◆ **WORK INSTRUCTION**: Reproduce each record below in full, word for word, without images.

....................

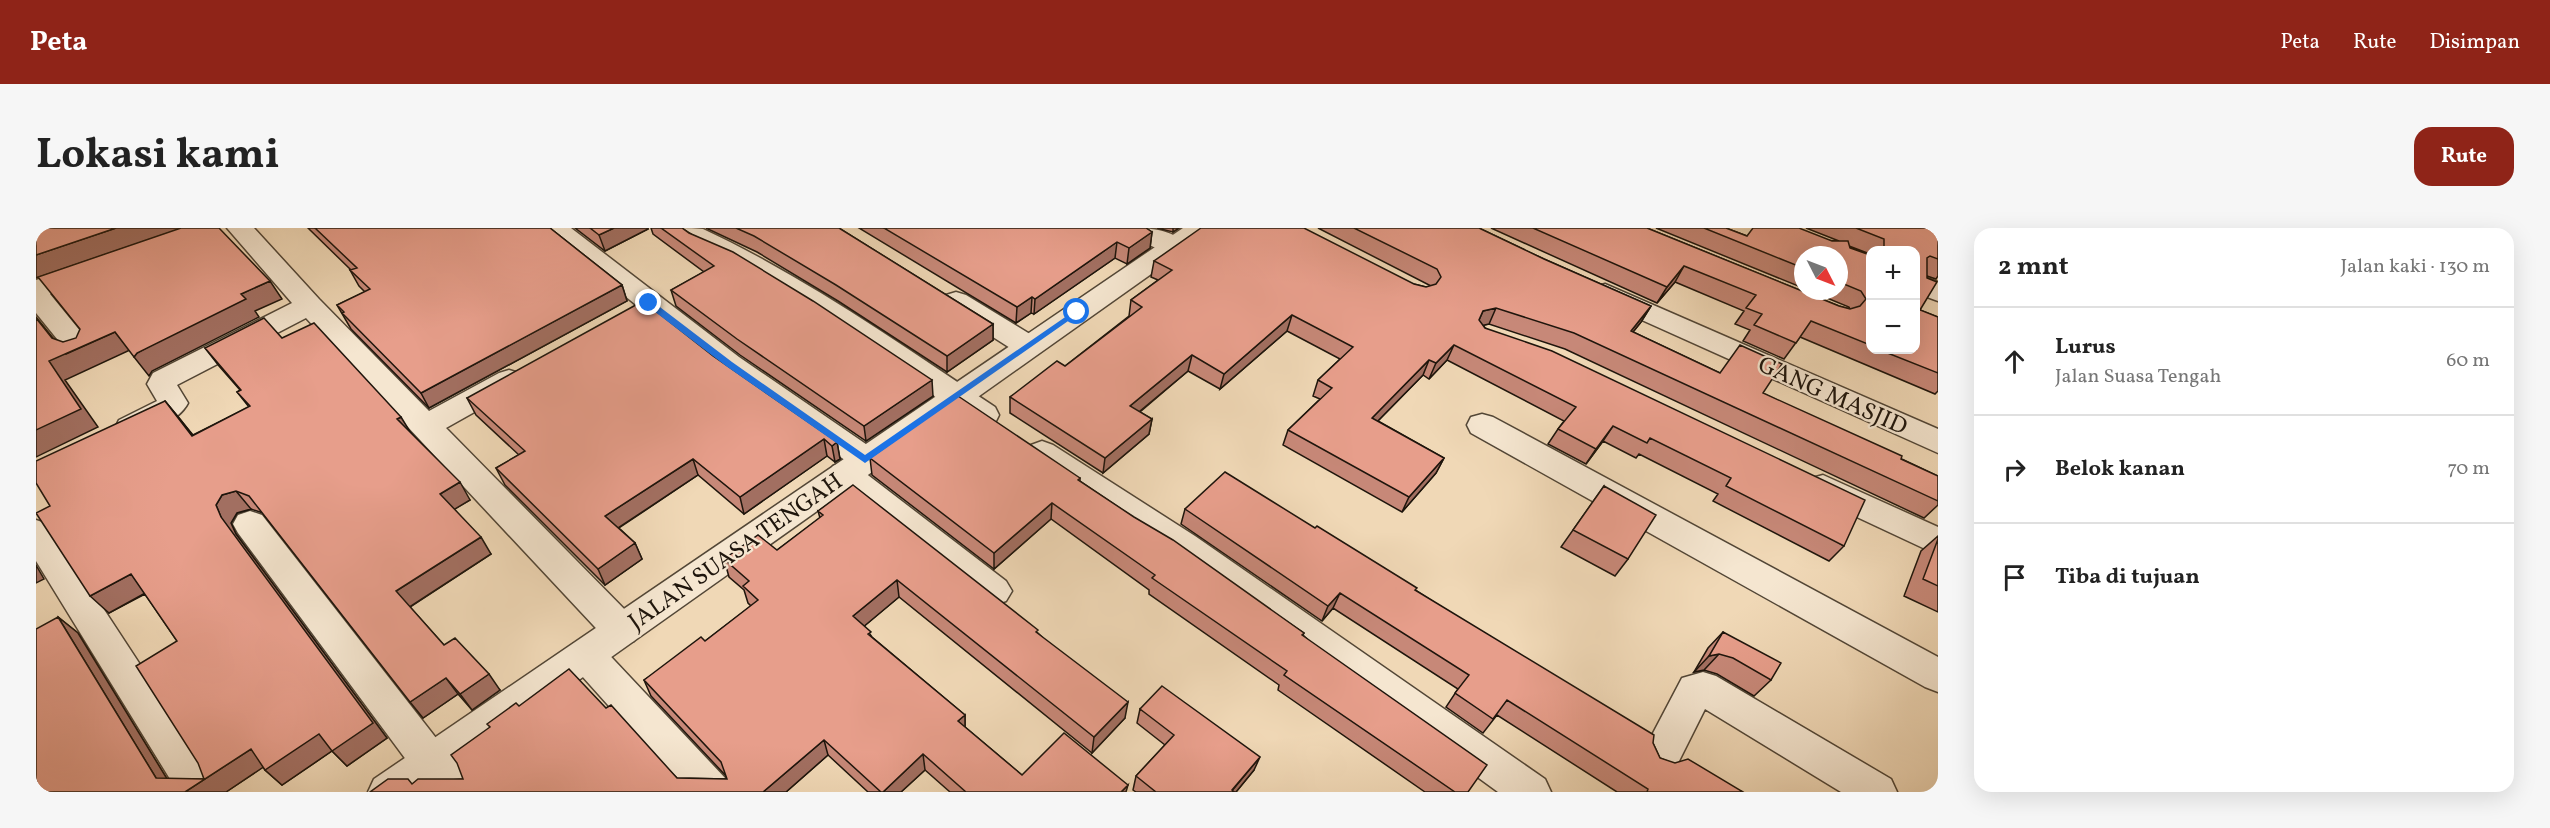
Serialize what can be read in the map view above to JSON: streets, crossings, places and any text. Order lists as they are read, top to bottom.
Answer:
{
  "streets": {
    "street": ["GANG MASJID", "JALAN SUASA TENGAH"]
  },
  "north": "bottom right",
  "page": {
    "header": "Peta",
    "nav": ["Peta", "Rute", "Disimpan"],
    "title": "Lokasi kami",
    "buttons": "Rute",
    "heading": ["2 mnt", "Jalan kaki · 130 m"],
    "map_buttons": ["+", "−"],
    "list": [
      ["Lurus", "Jalan Suasa Tengah", "60 m"],
      ["Belok kanan", "70 m"],
      "Tiba di tujuan"
    ]
  }
}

....................

◆ **COMPLETED TASK**:
Serialize what can be read in the map view above to JSON: streets, crossings, places and any text. Order lists as they are read, top to bottom.
Answer:
{
  "streets": {
    "street": ["GANG MASJID", "JALAN SUASA TENGAH"]
  },
  "north": "bottom right",
  "page": {
    "header": "Peta",
    "nav": ["Peta", "Rute", "Disimpan"],
    "title": "Lokasi kami",
    "buttons": "Rute",
    "heading": ["2 mnt", "Jalan kaki · 130 m"],
    "map_buttons": ["+", "−"],
    "list": [
      ["Lurus", "Jalan Suasa Tengah", "60 m"],
      ["Belok kanan", "70 m"],
      "Tiba di tujuan"
    ]
  }
}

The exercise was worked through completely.